The United Nations refugee agency on 5 December 2016 proposed far-reaching reforms of Europe’s management of refugees, including the asylum system, recalling that scenes of chaos at borders last year led to a breakdown in the public’s trust in the capacity of governments to manage the refugee challenge and played into the hands of those wishing to turn those fleeing for their lives into scapegoats.
In a paper presented to the European Union (EU), Protecting refugees in Europe and beyond: Can the EU rise to the challenge?, the Office of the UN High Commissioner for Refugees (UNHCR) urged Europe to improve support, preparations, and response aspects of its engagement with the refugees.

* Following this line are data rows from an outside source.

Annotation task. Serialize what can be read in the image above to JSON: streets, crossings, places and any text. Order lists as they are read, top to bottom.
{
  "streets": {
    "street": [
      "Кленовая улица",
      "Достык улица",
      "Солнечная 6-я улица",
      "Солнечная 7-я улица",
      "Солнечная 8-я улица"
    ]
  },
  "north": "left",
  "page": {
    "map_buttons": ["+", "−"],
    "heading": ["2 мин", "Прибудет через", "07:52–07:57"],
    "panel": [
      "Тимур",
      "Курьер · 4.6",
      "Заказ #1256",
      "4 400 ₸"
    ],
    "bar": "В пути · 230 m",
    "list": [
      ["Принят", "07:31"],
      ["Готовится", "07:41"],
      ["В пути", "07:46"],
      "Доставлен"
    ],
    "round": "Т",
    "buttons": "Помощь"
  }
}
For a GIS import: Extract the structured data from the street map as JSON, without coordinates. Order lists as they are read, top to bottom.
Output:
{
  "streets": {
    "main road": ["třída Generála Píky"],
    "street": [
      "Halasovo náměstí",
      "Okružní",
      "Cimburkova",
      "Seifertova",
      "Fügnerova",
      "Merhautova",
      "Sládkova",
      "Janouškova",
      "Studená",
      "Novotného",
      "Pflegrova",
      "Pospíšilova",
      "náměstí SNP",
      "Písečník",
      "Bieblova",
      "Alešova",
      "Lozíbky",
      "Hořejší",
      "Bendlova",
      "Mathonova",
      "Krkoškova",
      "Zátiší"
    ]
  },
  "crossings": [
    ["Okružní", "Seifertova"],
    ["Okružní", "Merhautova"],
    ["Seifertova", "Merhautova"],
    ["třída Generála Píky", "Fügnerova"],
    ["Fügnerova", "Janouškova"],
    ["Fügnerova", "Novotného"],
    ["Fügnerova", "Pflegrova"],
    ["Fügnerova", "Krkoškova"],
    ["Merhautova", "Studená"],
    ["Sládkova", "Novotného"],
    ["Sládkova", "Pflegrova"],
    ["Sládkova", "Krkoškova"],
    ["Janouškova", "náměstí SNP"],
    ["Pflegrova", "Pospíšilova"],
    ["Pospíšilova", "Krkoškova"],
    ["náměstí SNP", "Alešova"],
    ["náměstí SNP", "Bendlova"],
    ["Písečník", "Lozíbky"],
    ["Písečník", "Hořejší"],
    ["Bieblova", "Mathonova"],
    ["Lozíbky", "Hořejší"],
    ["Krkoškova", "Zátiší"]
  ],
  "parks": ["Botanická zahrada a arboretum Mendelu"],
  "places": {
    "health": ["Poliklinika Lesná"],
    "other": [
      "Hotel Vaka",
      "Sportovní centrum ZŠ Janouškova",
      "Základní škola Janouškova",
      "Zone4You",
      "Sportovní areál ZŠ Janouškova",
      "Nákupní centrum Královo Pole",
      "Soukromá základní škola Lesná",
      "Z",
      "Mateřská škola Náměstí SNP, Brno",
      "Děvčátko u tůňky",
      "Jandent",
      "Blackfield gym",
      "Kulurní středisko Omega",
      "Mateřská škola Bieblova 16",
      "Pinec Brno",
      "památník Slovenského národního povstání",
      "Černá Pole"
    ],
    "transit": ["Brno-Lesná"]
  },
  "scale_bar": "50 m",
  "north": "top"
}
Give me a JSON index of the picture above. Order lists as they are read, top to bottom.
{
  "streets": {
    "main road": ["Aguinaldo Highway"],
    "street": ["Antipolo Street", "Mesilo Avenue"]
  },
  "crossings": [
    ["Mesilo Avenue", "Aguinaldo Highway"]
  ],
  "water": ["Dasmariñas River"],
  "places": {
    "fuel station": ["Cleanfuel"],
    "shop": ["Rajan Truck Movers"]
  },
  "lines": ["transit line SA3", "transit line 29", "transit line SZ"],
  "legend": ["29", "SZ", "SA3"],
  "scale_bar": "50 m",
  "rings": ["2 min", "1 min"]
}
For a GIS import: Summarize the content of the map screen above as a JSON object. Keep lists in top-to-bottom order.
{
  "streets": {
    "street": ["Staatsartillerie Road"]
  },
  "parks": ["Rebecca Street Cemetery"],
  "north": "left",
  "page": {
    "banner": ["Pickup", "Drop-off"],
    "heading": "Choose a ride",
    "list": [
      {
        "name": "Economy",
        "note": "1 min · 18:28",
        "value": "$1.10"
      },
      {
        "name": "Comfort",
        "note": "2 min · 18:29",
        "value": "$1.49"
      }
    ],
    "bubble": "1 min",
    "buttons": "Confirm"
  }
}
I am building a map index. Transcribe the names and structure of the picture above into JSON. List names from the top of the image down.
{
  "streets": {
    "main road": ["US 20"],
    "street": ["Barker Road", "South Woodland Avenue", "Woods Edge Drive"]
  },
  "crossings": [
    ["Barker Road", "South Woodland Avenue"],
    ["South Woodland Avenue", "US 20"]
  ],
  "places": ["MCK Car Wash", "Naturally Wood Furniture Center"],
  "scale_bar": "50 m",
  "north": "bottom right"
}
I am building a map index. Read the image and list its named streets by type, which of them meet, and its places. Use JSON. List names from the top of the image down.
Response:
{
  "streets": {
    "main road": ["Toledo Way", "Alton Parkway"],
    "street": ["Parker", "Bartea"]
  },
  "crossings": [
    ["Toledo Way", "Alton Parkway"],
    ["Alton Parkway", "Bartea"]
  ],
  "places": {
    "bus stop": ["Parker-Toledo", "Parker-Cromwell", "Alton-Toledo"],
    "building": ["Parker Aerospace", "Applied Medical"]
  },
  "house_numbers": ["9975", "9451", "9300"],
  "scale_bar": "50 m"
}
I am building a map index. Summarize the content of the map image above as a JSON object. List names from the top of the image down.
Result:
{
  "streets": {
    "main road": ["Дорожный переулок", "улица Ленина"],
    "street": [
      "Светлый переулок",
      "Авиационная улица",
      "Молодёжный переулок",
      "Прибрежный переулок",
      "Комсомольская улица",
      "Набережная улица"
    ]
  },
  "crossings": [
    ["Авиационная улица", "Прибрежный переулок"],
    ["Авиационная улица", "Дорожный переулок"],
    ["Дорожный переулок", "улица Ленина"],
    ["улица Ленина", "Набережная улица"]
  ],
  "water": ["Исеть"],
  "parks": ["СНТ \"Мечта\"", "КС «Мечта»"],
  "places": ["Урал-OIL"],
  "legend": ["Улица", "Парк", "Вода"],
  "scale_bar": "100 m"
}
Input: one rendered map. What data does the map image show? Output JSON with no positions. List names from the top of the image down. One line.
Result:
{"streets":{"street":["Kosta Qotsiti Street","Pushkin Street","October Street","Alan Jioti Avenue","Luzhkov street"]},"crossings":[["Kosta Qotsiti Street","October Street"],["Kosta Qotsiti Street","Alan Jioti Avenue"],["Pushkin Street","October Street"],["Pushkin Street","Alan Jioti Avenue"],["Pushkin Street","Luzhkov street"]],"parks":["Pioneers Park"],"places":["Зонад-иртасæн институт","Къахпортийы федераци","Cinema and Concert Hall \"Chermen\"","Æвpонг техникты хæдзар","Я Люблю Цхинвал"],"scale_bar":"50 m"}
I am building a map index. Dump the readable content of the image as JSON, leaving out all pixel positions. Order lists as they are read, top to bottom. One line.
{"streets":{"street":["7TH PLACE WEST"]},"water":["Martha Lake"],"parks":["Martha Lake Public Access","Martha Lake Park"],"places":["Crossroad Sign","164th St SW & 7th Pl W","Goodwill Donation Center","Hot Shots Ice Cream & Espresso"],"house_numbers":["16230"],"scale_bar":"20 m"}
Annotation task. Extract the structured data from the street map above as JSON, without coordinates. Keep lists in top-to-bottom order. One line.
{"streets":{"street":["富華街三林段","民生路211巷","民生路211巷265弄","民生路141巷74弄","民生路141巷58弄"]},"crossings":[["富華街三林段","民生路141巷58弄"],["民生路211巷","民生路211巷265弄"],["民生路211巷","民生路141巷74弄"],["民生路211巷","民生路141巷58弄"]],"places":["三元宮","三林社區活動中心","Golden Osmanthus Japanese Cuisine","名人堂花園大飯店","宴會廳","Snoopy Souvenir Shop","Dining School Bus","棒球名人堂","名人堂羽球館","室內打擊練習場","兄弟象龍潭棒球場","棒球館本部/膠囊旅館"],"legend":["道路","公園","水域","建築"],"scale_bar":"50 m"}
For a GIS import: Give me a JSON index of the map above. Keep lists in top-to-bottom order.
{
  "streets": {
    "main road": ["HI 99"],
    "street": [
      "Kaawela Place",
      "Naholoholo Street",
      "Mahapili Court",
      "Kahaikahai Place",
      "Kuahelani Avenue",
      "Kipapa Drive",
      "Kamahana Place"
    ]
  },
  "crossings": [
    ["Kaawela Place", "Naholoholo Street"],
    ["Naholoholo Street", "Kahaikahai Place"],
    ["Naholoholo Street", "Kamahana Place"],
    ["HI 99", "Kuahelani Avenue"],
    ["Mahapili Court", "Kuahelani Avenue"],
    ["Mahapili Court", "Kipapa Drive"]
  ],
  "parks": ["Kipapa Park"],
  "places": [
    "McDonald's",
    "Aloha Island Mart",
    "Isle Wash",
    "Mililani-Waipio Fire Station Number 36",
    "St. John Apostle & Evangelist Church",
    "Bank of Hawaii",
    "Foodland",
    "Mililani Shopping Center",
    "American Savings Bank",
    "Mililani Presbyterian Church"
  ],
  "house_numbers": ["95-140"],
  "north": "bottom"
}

UNHCR also urged greater investments by European Union (EU) member States to assist refugees with integration, housing, employment and language training.
The UN High Commissioner for Refugees, Filippo Grandi stressed in a speech to the European Policy Centre in Brussels that last year Europe failed to implement a collective response to help over a million refugees and migrants.
In light of the resultant breakdown in public trust and the fact that the issue was seized upon by those who wanted to turn refugees into scapegoats, it is important that EU member States show, through collective action, “that Europe is capable of engaging effectively and in a principled manner with refugee movements, helping to stabilize refugee flows over the long term through more strategic external engagement – while at the same time, continuing to welcome refugees in Europe,” he added.
The agency has also proposed a Better Protecting Refugees in the EU and Globally paper, outlining measures to address the reasons why refugees are fleeing, and simplifying an asylum system that would make the process of identifying and registering more efficient.
The system also builds on elements of the existing Common European Asylum System (CEAS) and some reforms proposed by the European Commission. The reform would also guarantee the right to asylum, enhance security screening, and improve management of population movements.
“History has demonstrated that Europe is stronger when it addresses its challenges together; and I firmly believe that this is still possible today,” stated Mr. Grandi, adding that it is time for a new vision for Europe’s engagement with the global refugee crisis.
According to UNHCR, the system will also include a common European registration system, a common approach to unaccompanied and separated children, and efficient system for returning individuals who are not in need of protection to their countries of origin. (SOURCE: UN).